(The data Opens)

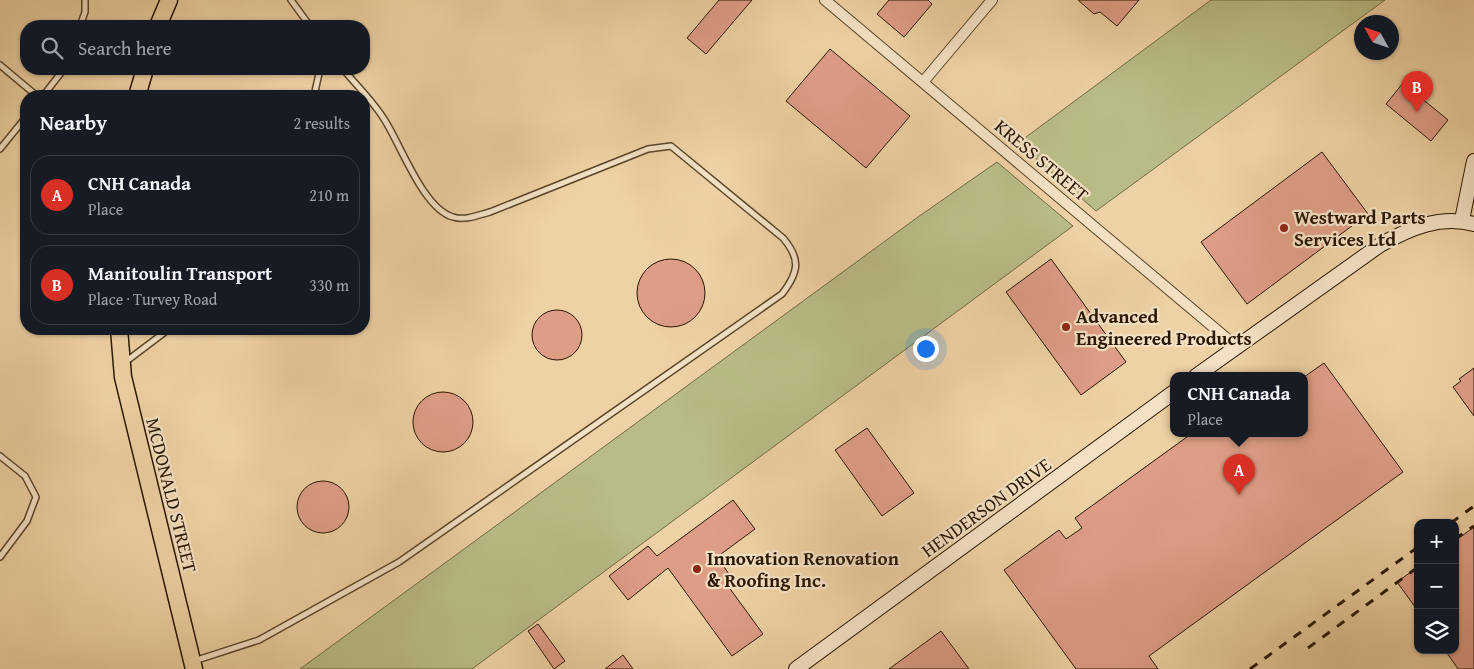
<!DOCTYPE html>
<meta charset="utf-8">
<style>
body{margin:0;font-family:"Gentium Book Plus",serif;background:#242831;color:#f1f3f6}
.controls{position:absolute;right:15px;bottom:15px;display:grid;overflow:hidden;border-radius:10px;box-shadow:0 1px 4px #0004}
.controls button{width:45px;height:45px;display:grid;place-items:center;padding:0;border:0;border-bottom:1px solid #363941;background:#171b24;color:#f1f3f6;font:25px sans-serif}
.compass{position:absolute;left:1354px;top:15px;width:45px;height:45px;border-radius:50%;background:#171b24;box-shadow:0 1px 4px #0004;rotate:310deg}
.you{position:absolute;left:925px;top:348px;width:18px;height:18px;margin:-12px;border:4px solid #fff;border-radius:50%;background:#1a73e8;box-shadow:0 0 0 8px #1a73e833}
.badge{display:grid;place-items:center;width:32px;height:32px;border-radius:50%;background:#d93025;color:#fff;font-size:16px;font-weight:700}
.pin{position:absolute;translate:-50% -41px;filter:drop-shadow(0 1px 2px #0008)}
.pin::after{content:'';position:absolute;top:26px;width:18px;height:15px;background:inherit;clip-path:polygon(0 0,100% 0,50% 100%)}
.popup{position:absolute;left:1170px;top:372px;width:138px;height:65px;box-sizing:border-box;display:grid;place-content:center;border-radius:10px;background:#171b24;filter:drop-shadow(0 1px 4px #0005);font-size:16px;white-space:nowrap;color:#9ea1a6}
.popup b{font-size:19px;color:#f1f3f6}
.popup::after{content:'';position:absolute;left:50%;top:100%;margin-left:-10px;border:10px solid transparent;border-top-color:#171b24}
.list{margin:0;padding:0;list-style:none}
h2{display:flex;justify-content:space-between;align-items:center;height:65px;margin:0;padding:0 20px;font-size:21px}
h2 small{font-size:16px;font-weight:400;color:#9ea1a6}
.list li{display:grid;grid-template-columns:32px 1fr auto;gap:15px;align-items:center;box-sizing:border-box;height:80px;margin:0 10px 10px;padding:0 10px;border:1px solid #363941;border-radius:20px}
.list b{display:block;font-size:19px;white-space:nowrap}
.list p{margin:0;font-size:16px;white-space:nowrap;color:#9ea1a6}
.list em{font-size:16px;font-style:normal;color:#9ea1a6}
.icon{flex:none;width:28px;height:28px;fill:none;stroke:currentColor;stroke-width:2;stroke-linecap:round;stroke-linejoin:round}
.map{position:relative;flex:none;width:1474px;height:669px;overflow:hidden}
.search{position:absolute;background:#171b24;box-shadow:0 1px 4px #0004;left:20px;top:20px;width:350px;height:55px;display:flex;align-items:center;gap:12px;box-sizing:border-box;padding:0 18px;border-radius:20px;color:#9ea1a6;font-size:19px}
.panel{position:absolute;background:#171b24;box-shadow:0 1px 4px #0004;left:20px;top:90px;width:350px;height:245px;border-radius:20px}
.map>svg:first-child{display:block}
</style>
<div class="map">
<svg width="1474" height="669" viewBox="0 0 1474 669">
<rect width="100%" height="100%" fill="#eed1a4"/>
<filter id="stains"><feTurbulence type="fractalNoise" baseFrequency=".004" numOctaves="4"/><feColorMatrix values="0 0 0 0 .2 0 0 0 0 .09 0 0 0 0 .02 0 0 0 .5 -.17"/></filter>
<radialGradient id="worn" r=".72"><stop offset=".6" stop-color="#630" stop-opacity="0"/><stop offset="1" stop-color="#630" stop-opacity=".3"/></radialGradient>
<path fill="#b9bc86" stroke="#716943" d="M1211,0H1385L1096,211L1018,143Z
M997,162L1073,226L472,669H300L918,217Z"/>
<path fill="#de9e86" stroke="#291600" d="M719,0H752L706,54L687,38Z
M889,0H928L932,4L904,37L877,14Z
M1078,0H1139L1117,26L1100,12L1094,14Z
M830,49L910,116L866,168L786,101Z
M1403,83L1448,120L1431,141L1386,104Z
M1322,152L1368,214L1247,304L1201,242Z
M1051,259L1126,362L1081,395L1006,292Z
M637 293a34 34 0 1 1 68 0a34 34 0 1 1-68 0Z
M532 335a25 25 0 1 1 50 0a25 25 0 1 1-50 0Z
M1324,363L1403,472L1149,656L1158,669H1076L1004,570L1059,530L1066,539L1082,528L1075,518L1191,434H1304V377Z
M1474,368V416L1453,387L1461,381L1459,379Z
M413 422a30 30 0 1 1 60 0a30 30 0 1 1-60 0Z
M867,428L914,493L882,516L835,450Z
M297 507a26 26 0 1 1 52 0a26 26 0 1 1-52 0Z
M733,500L755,529L717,557L734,581L728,586L763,634L732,656L668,568L628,600L609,576L648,546L657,556Z
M1474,527V669H1458L1445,650H1455V541Z
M1418,567V611L1397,582Z
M538,624L565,661L554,669L528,631Z
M941,631L969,669H889Z
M623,655L633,669H605Z"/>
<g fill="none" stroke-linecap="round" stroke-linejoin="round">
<defs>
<path id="lane" d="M291,0L310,26
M80,26L85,12V0
M0,65L37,96
M43,96L64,69
M314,96L320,69
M0,149L26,117
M124,363L169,329
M0,456L25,476L36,497L27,521L0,557
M194,661L259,640L399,562L782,294C799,272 801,259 783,238L671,146L648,149L490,212C478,215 465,221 453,217C423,209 400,143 384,119C373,101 356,85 343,69"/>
<path id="street" d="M825,0L1237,347
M923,82L992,0"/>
<path id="secondary" d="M1462,220L1474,161
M1196,376L1380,245C1410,228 1440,215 1474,224
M796,669L1174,392"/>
<path id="primary" d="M158,26L169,0
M137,96L145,69
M119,329L123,377L194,669"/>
</defs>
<use href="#lane" stroke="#5a4529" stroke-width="8"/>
<use href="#street" stroke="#5a4529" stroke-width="12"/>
<use href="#secondary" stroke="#291600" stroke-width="16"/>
<use href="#primary" stroke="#291600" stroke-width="19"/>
<use href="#lane" stroke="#f4e1c4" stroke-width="5"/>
<use href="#street" stroke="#f4e1c4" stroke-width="10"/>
<use href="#secondary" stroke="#f4e1c4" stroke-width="14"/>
<use href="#primary" stroke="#eed1a4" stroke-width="16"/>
<path stroke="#291600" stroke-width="3" stroke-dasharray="9 9" stroke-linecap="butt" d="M1451,523L1474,506
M1455,539L1474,526
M1308,648L1418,567
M1250,669L1418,547"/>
</g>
<g fill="#8f2418" stroke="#f4e1c4" stroke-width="2">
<circle cx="1284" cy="228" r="5"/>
<circle cx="1066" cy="327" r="5"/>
<circle cx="697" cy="569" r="5"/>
</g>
<g text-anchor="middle" stroke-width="4.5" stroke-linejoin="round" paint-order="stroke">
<g font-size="19" fill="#291600" stroke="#f4e1c4">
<text transform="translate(1042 160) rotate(40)" y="7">KRESS STREET</text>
<text transform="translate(172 495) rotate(76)" y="7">MCDONALD STREET</text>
<text transform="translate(986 507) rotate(-36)" y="7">HENDERSON DRIVE</text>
</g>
<g font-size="19" font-weight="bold" fill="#291600" stroke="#f4e1c4" text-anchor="start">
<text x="1294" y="224">Westward Parts<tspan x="1294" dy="22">Services Ltd</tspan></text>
<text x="1076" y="323">Advanced<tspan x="1076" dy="22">Engineered Products</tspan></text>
<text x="707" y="565">Innovation Renovation<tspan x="707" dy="22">&amp; Roofing Inc.</tspan></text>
</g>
</g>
<rect width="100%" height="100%" filter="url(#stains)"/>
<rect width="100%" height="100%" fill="url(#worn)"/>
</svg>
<div class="controls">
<button>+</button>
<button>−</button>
<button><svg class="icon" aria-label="layers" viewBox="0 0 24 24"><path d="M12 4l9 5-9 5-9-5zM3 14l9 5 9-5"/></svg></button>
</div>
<svg class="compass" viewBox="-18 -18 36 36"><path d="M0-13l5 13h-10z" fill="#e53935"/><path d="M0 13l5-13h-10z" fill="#9ea1a6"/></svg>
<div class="you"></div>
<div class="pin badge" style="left:1239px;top:495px">A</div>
<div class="popup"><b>CNH Canada</b>Place</div>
<div class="pin badge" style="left:1417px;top:112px">B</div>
<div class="search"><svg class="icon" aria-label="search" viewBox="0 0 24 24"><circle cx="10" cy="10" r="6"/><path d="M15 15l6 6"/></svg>Search here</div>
<section class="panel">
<h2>Nearby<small>2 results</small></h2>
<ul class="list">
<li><span class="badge">A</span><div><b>CNH Canada</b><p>Place</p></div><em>210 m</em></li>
<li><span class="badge">B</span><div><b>Manitoulin Transport</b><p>Place · Turvey Road</p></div><em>330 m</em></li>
</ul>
</section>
</div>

(The data Closes)

→ **What is expected**:
How many of the lines above hold the word "white"? State that number and nothing else.

→ **Written reply**:
3